I agree with Louis. You can't go wrong with the places Obama wants to take the country in most respect. The only
major fact-based objection to Obama's agenda that I've seen comes from people who just want the government shrunken with a big blunt axe, Ron Paul style. I disagree with their desire but agree that Obama won't deliver what they want... and neither will McCain. Republicans talk small government, but their record (in my lifetime, anyway) includes more government expansion (and in more wasteful ways) than the Democrats. Other than ultra-small-government fans, most people who dislike Obama's direction for the country are gullible poor conservatives who've been misled into thinking he'll raise their taxes and steal their guns. I know Falsifly isn't part of that group, so I am really curious which direction he has in mind.
I see a lot of people calling for a third party, but (other than dislike for the other two) I don't see any cohesive message coming from that crowd. Most of them don't want just
any third party -- they want a third party that agrees with them more than the mainstream parties do. To satisfy all the third-party fans, this third party would have to be more liberal than the Democrats to satisfy the Green Party and Socialist Party, and more conservative than the Republicans to satisfy the Conservative Party and Constitution Party... it would have to satisfy Alan Keyes and Ralph Nader, Dennis Kucinich and Ron Paul.
I suspect that if a major third party somehow popped into existence with a complete platform, the vast majority of third-party advocates would be clamoring for a fourth party. Then a fifth. Then a sixth. Eventually, one of two things would happen: (1) We could get a President from some extremist party who managed to win with something like a 12% plurality, because the more mainstream people splintered their vote into smaller chunks, or (2) some of these parties would band together based on inevitable common views, and alliances would form and stabilize into something resembling a two-party system.

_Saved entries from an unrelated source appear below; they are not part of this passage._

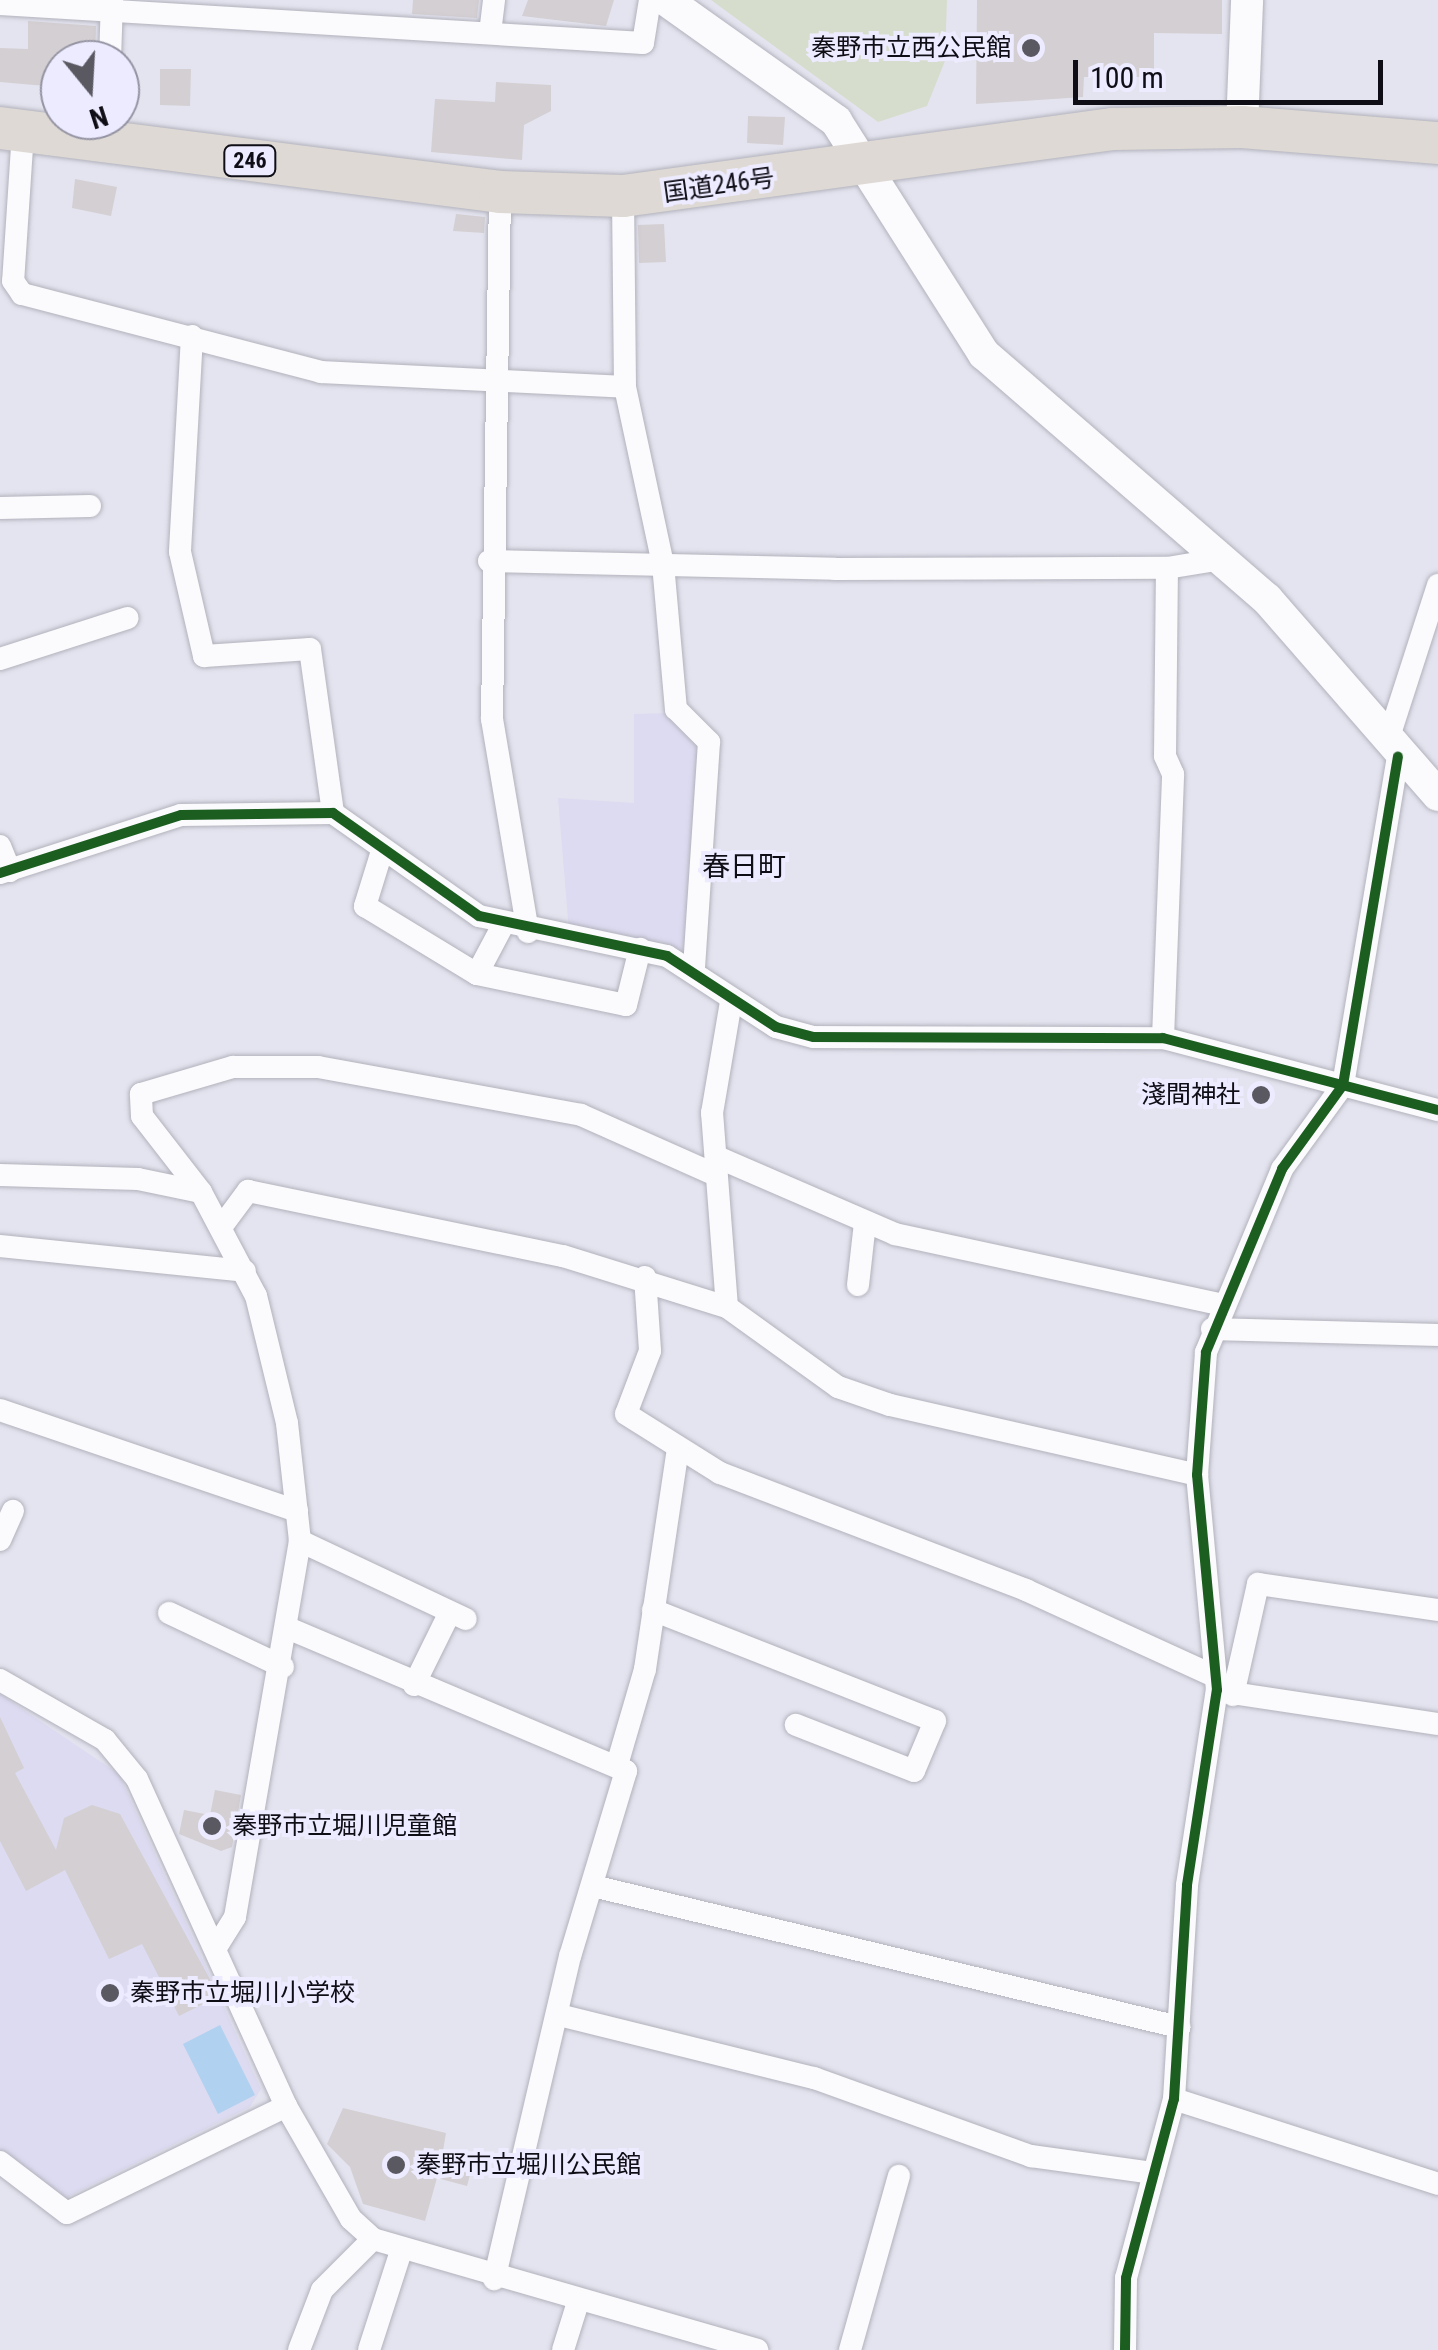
<!DOCTYPE html>
<meta charset="utf-8">
<style>
body{margin:0}
#map{position:relative;width:1438px;height:2350px;overflow:hidden;background:#e4e4f0;font-family:"Roboto Condensed","Noto Sans JP",sans-serif}
div>[style]{position:absolute}
.built>*{inset:0;background:#dcdbf1}
.green>*{inset:0;background:#d7ddcd}
.water>*{inset:0;background:#b0d1ef}
.building>*{inset:0;background:#d4cfd2}
.roads{filter:drop-shadow(0 0 2px #b2b2bc) drop-shadow(0 0 2px #b2b2bc)}
.street>*{height:22px;margin:-11px;padding:0 11px;transform-origin:11px;border-radius:11px;background:#fbfbfd}
.secondary>*{height:32px;margin:-16px;padding:0 16px;transform-origin:16px;border-radius:16px;background:#fbfbfd}
.highway>*{height:42px;margin:-21px;padding:0 21px;transform-origin:21px;border-radius:21px;background:#ded9d4}
.cycleway>*{height:10px;margin:-5px;padding:0 5px;transform-origin:5px;border-radius:5px;background:#1b5e20}
.dots>*{width:28px;height:28px;translate:-50% -50%;box-sizing:border-box;border:5px solid #edebff;border-radius:50%}
span{translate:-50% -50%;white-space:nowrap;text-align:center;line-height:1.15;-webkit-text-stroke:8px #edebff;paint-order:stroke}
.shield-label span{padding:2px 8px;background:#edebff;border:2px solid;border-radius:8px;-webkit-text-stroke-width:0}
.shield-label{font-size:22px;color:#0f0e16;font-weight:700}
.poi-label{font-size:25px;color:#0f0e16}
.right{translate:-100% -50%;text-align:right}
.left{translate:0 -50%;text-align:left}
.street-label{font-size:25px;color:#0f0e16}
.neighbourhood-label{font-size:28px;color:#0f0e16}
.north{position:absolute;left:40px;top:40px;width:100px;height:100px;box-sizing:border-box;background:#edebff;border:2px solid #9493a2;border-radius:50%;rotate:162deg;font-size:28px;font-weight:700;line-height:40px;text-align:center;color:#0f0e16}
.north::after{content:'';display:block;margin:auto;width:35px;height:45px;background:#5a5962;clip-path:polygon(50% 0,100% 100%,50% 72%,0 100%)}
.scale{position:absolute;left:1073px;top:60px;width:310px;height:45px;box-sizing:border-box;border:5px solid #0f0e16;border-top:0;padding-left:12px;font-size:30px;line-height:35px;white-space:nowrap;color:#0f0e16;-webkit-text-stroke:8px #edebff;paint-order:stroke}
</style>
<div id="map">
<div class="built">
<i style="clip-path:polygon(672px 713px,701px 731px,692px 943px,683px 952px,569px 931px,558px 798px,634px 803px,634px 714px)"></i>
<i style="clip-path:polygon(0 1694px,119px 1774px,261px 2089px,250px 2107px,61px 2200px,0 2152px)"></i>
</div>
<div class="green">
<i style="clip-path:polygon(711px 0,947px 0,945px 61px,927px 106px,878px 122px)"></i>
</div>
<div class="water">
<i style="clip-path:polygon(220px 2025px,255px 2095px,218px 2114px,183px 2044px)"></i>
</div>
<div class="building">
<i style="clip-path:polygon(413px 0,479px 0,477px 18px,412px 14px)"></i>
<i style="clip-path:polygon(528px 0,614px 0,606px 26px,522px 16px)"></i>
<i style="clip-path:polygon(977px 0,1222px 0,1222px 34px,1154px 33px,1154px 77px,1084px 77px,1083px 97px,976px 104px)"></i>
<i style="clip-path:polygon(28px 21px,96px 26px,95px 60px,59px 60px,57px 87px,0 82px,0 48px,28px 49px)"></i>
<i style="clip-path:polygon(160px 69px,191px 69px,190px 106px,160px 105px)"></i>
<i style="clip-path:polygon(496px 82px,551px 85px,551px 111px,524px 125px,522px 160px,431px 152px,435px 99px,495px 102px)"></i>
<i style="clip-path:polygon(748px 116px,785px 117px,783px 145px,747px 143px)"></i>
<i style="clip-path:polygon(75px 179px,117px 187px,111px 216px,72px 208px)"></i>
<i style="clip-path:polygon(456px 214px,485px 217px,484px 233px,453px 231px)"></i>
<i style="clip-path:polygon(664px 224px,666px 262px,639px 263px,638px 225px)"></i>
<i style="clip-path:polygon(0 1717px,24px 1768px,15px 1773px,56px 1850px,64px 1818px,92px 1805px,120px 1814px,219px 1996px,179px 2016px,142px 1944px,109px 1959px,65px 1870px,26px 1891px,0 1841px)"></i>
<i style="clip-path:polygon(215px 1790px,241px 1795px,232px 1847px,221px 1851px,179px 1834px,184px 1810px,210px 1815px)"></i>
<i style="clip-path:polygon(343px 2108px,446px 2133px,441px 2163px,471px 2171px,467px 2186px,437px 2178px,425px 2221px,363px 2204px,350px 2167px,327px 2144px)"></i>
</div>
<div class="roads">
<div class="street">
<i style="left:0;top:4px;width:644px;rotate:3.47deg"></i>
<i style="left:643px;top:43px;width:44px;rotate:-80.8deg"></i>
<i style="left:490px;top:33px;width:33px;rotate:-83deg"></i>
<i style="left:110px;top:60px;width:60px;rotate:-88.1deg"></i>
<i style="left:23px;top:132px;width:149px;rotate:93.8deg"></i>
<i style="left:13px;top:281px;width:16px;rotate:55deg"></i>
<i style="left:22px;top:294px;width:309px;rotate:14.6deg"></i>
<i style="left:321px;top:372px;width:304px;rotate:2.8deg"></i>
<i style="left:500px;top:192px;width:527px;rotate:90.87deg"></i>
<i style="left:492px;top:719px;width:216px;rotate:80.4deg"></i>
<i style="left:623px;top:196px;width:191px;rotate:89.4deg"></i>
<i style="left:625px;top:387px;width:181px;rotate:77.9deg"></i>
<i style="left:663px;top:564px;width:146px;rotate:84.9deg"></i>
<i style="left:676px;top:709px;width:47px;rotate:45deg"></i>
<i style="left:709px;top:742px;width:225px;rotate:93.8deg"></i>
<i style="left:192px;top:336px;width:216px;rotate:93.2deg"></i>
<i style="left:180px;top:552px;width:107px;rotate:77deg"></i>
<i style="left:204px;top:656px;width:106px;rotate:-3.8deg"></i>
<i style="left:310px;top:649px;width:166px;rotate:82deg"></i>
<i style="left:0;top:508px;width:90px;rotate:-1.3deg"></i>
<i style="left:489px;top:561px;width:346px;rotate:1.3deg"></i>
<i style="left:835px;top:569px;width:332px;rotate:-0.2deg"></i>
<i style="left:1167px;top:568px;width:56px;rotate:-9.3deg"></i>
<i style="left:0;top:659px;width:134px;rotate:-17.8deg"></i>
<i style="left:1388px;top:740px;width:163px;rotate:-72.1deg"></i>
<i style="left:0;top:846px;width:27px;rotate:68deg"></i>
<i style="left:382px;top:851px;width:58px;rotate:107.2deg"></i>
<i style="left:365px;top:906px;width:131px;rotate:31.3deg"></i>
<i style="left:477px;top:974px;width:152px;rotate:11.8deg"></i>
<i style="left:626px;top:1005px;width:58px;rotate:-76deg"></i>
<i style="left:0;top:873px;width:190px;rotate:-17.8deg"></i>
<i style="left:181px;top:815px;width:152px;rotate:-0.8deg"></i>
<i style="left:333px;top:813px;width:179px;rotate:35.2deg"></i>
<i style="left:479px;top:916px;width:192px;rotate:12deg"></i>
<i style="left:667px;top:956px;width:130px;rotate:33.1deg"></i>
<i style="left:776px;top:1027px;width:39px;rotate:15deg"></i>
<i style="left:814px;top:1037px;width:349px;rotate:0.2deg"></i>
<i style="left:1163px;top:1038px;width:284px;rotate:14.7deg"></i>
<i style="left:477px;top:974px;width:53px;rotate:-62deg"></i>
<i style="left:1163px;top:1038px;width:264px;rotate:-87.8deg"></i>
<i style="left:1173px;top:774px;width:20px;rotate:-114deg"></i>
<i style="left:1165px;top:756px;width:188px;rotate:-89.4deg"></i>
<i style="left:717px;top:1157px;width:194px;rotate:23.4deg"></i>
<i style="left:895px;top:1234px;width:331px;rotate:12.2deg"></i>
<i style="left:0;top:1175px;width:138px;rotate:1.7deg"></i>
<i style="left:138px;top:1179px;width:64px;rotate:11.7deg"></i>
<i style="left:222px;top:1226px;width:44px;rotate:-53.4deg"></i>
<i style="left:248px;top:1191px;width:322px;rotate:11.7deg"></i>
<i style="left:563px;top:1256px;width:172px;rotate:17.3deg"></i>
<i style="left:727px;top:1307px;width:137px;rotate:35.8deg"></i>
<i style="left:838px;top:1387px;width:55px;rotate:19.1deg"></i>
<i style="left:890px;top:1405px;width:315px;rotate:12.8deg"></i>
<i style="left:0;top:1246px;width:246px;rotate:5.8deg"></i>
<i style="left:645px;top:1277px;width:74px;rotate:86.1deg"></i>
<i style="left:650px;top:1351px;width:67px;rotate:110.9deg"></i>
<i style="left:626px;top:1414px;width:111px;rotate:32.1deg"></i>
<i style="left:720px;top:1473px;width:328px;rotate:20.9deg"></i>
<i style="left:1026px;top:1590px;width:209px;rotate:24.6deg"></i>
<i style="left:858px;top:1285px;width:62px;rotate:-83.6deg"></i>
<i style="left:727px;top:1307px;width:195px;rotate:-94.4deg"></i>
<i style="left:712px;top:1113px;width:113px;rotate:-80.3deg"></i>
<i style="left:1212px;top:1329px;width:226px;rotate:1.5deg"></i>
<i style="left:0;top:1410px;width:314px;rotate:18.8deg"></i>
<i style="left:0;top:1540px;width:32px;rotate:-66deg"></i>
<i style="left:300px;top:1541px;width:183px;rotate:25.2deg"></i>
<i style="left:653px;top:1610px;width:303px;rotate:21.5deg"></i>
<i style="left:935px;top:1721px;width:54px;rotate:112.8deg"></i>
<i style="left:914px;top:1771px;width:127px;rotate:-158.7deg"></i>
<i style="left:169px;top:1613px;width:126px;rotate:25.3deg"></i>
<i style="left:290px;top:1629px;width:365px;rotate:22.9deg"></i>
<i style="left:626px;top:1771px;width:193px;rotate:106.8deg"></i>
<i style="left:570px;top:1956px;width:332px;rotate:103.2deg"></i>
<i style="left:0;top:1680px;width:121px;rotate:29.7deg"></i>
<i style="left:105px;top:1740px;width:50px;rotate:50.6deg"></i>
<i style="left:137px;top:1779px;width:359px;rotate:65.5deg"></i>
<i style="left:286px;top:2106px;width:130px;rotate:60.1deg"></i>
<i style="left:351px;top:2219px;width:30px;rotate:42deg"></i>
<i style="left:373px;top:2239px;width:400px;rotate:16.1deg"></i>
<i style="left:414px;top:1685px;width:81px;rotate:-63.7deg"></i>
<i style="left:1219px;top:1691px;width:221px;rotate:8.6deg"></i>
<i style="left:1233px;top:1695px;width:114px;rotate:-77.3deg"></i>
<i style="left:1258px;top:1584px;width:182px;rotate:8.2deg"></i>
<i style="left:617px;top:1765px;width:100px;rotate:-73.7deg"></i>
<i style="left:645px;top:1669px;width:222px;rotate:-81.5deg"></i>
<i style="left:597px;top:1887px;width:599px;rotate:13.53deg"></i>
<i style="left:217px;top:1946px;width:34px;rotate:-58deg"></i>
<i style="left:235px;top:1917px;width:382px;rotate:-80.2deg"></i>
<i style="left:300px;top:1541px;width:119px;rotate:-96.3deg"></i>
<i style="left:287px;top:1423px;width:131px;rotate:-103.7deg"></i>
<i style="left:256px;top:1296px;width:118px;rotate:-117.9deg"></i>
<i style="left:201px;top:1192px;width:96px;rotate:-127.8deg"></i>
<i style="left:142px;top:1116px;width:22px;rotate:-93deg"></i>
<i style="left:141px;top:1094px;width:96px;rotate:-16.4deg"></i>
<i style="left:233px;top:1067px;width:85px"></i>
<i style="left:318px;top:1067px;width:267px;rotate:10.3deg"></i>
<i style="left:581px;top:1115px;width:148px;rotate:24deg"></i>
<i style="left:559px;top:2015px;width:263px;rotate:13.9deg"></i>
<i style="left:814px;top:2078px;width:231px;rotate:19.8deg"></i>
<i style="left:1031px;top:2156px;width:124px;rotate:7.9deg"></i>
<i style="left:1174px;top:2099px;width:277px;rotate:17.8deg"></i>
<i style="left:0;top:2162px;width:84px;rotate:37.3deg"></i>
<i style="left:67px;top:2213px;width:244px;rotate:-26deg"></i>
<i style="left:299px;top:2350px;width:64px;rotate:-69deg"></i>
<i style="left:322px;top:2290px;width:72px;rotate:-45deg"></i>
<i style="left:369px;top:2350px;width:104px;rotate:-72.1deg"></i>
<i style="left:563px;top:2350px;width:50px;rotate:-72.6deg"></i>
<i style="left:850px;top:2350px;width:181px;rotate:-74.3deg"></i>
<i style="left:1125px;top:2350px;width:72px;rotate:-89.2deg"></i>
<i style="left:1126px;top:2278px;width:185px;rotate:-75deg"></i>
<i style="left:1174px;top:2099px;width:214px;rotate:-86.5deg"></i>
<i style="left:1187px;top:1885px;width:197px;rotate:-81.3deg"></i>
<i style="left:1217px;top:1690px;width:216px;rotate:-95.3deg"></i>
<i style="left:1197px;top:1475px;width:123px;rotate:-85.8deg"></i>
<i style="left:1206px;top:1352px;width:198px;rotate:-67.4deg"></i>
<i style="left:1282px;top:1169px;width:104px;rotate:-54deg"></i>
<i style="left:1343px;top:1085px;width:333px;rotate:-80.5deg"></i>
</div>
<div class="secondary">
<i style="left:666px;top:0;width:209px;rotate:35.4deg"></i>
<i style="left:836px;top:121px;width:276px;rotate:57.6deg"></i>
<i style="left:984px;top:354px;width:374px;rotate:40.9deg"></i>
<i style="left:1267px;top:599px;width:260px;rotate:48.9deg"></i>
<i style="left:1242px;top:127px;width:127px;rotate:-87.7deg"></i>
</div>
<div class="highway">
<i style="left:0;top:128px;width:504px;rotate:7.29deg"></i>
<i style="left:500px;top:192px;width:123px;rotate:1.9deg"></i>
<i style="left:623px;top:196px;width:495px;rotate:-7.8deg"></i>
<i style="left:1113px;top:129px;width:129px;rotate:-0.9deg"></i>
<i style="left:1242px;top:127px;width:197px;rotate:4.7deg"></i>
</div>
</div>
<div class="cycleway">
<i style="left:0;top:873px;width:190px;rotate:-17.8deg"></i>
<i style="left:181px;top:815px;width:152px;rotate:-0.8deg"></i>
<i style="left:333px;top:813px;width:179px;rotate:35.2deg"></i>
<i style="left:479px;top:916px;width:192px;rotate:12deg"></i>
<i style="left:667px;top:956px;width:130px;rotate:33.1deg"></i>
<i style="left:776px;top:1027px;width:39px;rotate:15deg"></i>
<i style="left:814px;top:1037px;width:349px;rotate:0.2deg"></i>
<i style="left:1163px;top:1038px;width:284px;rotate:14.7deg"></i>
<i style="left:1125px;top:2350px;width:72px;rotate:-89.2deg"></i>
<i style="left:1126px;top:2278px;width:185px;rotate:-75deg"></i>
<i style="left:1174px;top:2099px;width:214px;rotate:-86.5deg"></i>
<i style="left:1187px;top:1885px;width:197px;rotate:-81.3deg"></i>
<i style="left:1217px;top:1690px;width:216px;rotate:-95.3deg"></i>
<i style="left:1197px;top:1475px;width:123px;rotate:-85.8deg"></i>
<i style="left:1206px;top:1352px;width:198px;rotate:-67.4deg"></i>
<i style="left:1282px;top:1169px;width:104px;rotate:-54deg"></i>
<i style="left:1343px;top:1085px;width:333px;rotate:-80.5deg"></i>
</div>
<div class="dots">
<i style="left:1031px;top:48px;background:#5a5962"></i>
<i style="left:1261px;top:1095px;background:#5a5962"></i>
<i style="left:212px;top:1826px;background:#5a5962"></i>
<i style="left:110px;top:1993px;background:#5a5962"></i>
<i style="left:396px;top:2165px;background:#5a5962"></i>
</div>
<div class="shield-label">
<span style="left:250px;top:161px">246</span>
</div>
<div class="poi-label">
<span class="right" style="left:1011px;top:48px">秦野市立西公民館</span>
<span class="right" style="left:1241px;top:1095px">淺間神社</span>
<span class="left" style="left:232px;top:1826px">秦野市立堀川児童館</span>
<span class="left" style="left:130px;top:1993px">秦野市立堀川小学校</span>
<span class="left" style="left:416px;top:2165px">秦野市立堀川公民館</span>
</div>
<div class="street-label">
<span style="left:719px;top:186px;rotate:-8deg">国道246号</span>
</div>
<div class="neighbourhood-label">
<span style="left:744px;top:867px">春日町</span>
</div>
<div class="north">N</div>
<div class="scale">100 m</div>
</div>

Can you even point to a country in which three parties have competed as equals for a long period of time? I don't think the two-party system is just an American thing... I think it's a human thing. People tend to fundamentally have either a liberal mindset (open to new things, intrigued by differences, comfortable with some uncertainty) or a conservative mindset (fearful of new or different things, desiring of and deferent to authority and order). Like-minded people will find natural points of agreement, and they can all improve their odds of getting what they want by uniting in spite of small disagreements to defeat those with which they more strongly disagree.
I suspect that the dynamics of political parties could be modeled by mathematical
game theory, which describes all kinds of situations in which the outcome for one player depends on its own strategic choices
and those of its competitors. The solution to a mathematical game is for all players to adopt an "evolutionary stable strategy (ESS)" that depends on the form of the game, and represents a stable equilibrium in nature. I don't know if anybody has looked at this or not, but I bet the two-party system represents an ESS for democratic politics, and that a 3+ party system is unstable and will inevitably tend toward the two-party solution.
It seems that throughout the history of America and other democracies across the world, two-party systems naturally take over. Occasionally a third party pops up at times of dissatisfaction and either fades out or defeats and replaces one of the other two. But that's not a three-party system, it's a two-party system with occasional partial revolutions.
So Falsifly, what would a viable third party look like? And how would it be stable?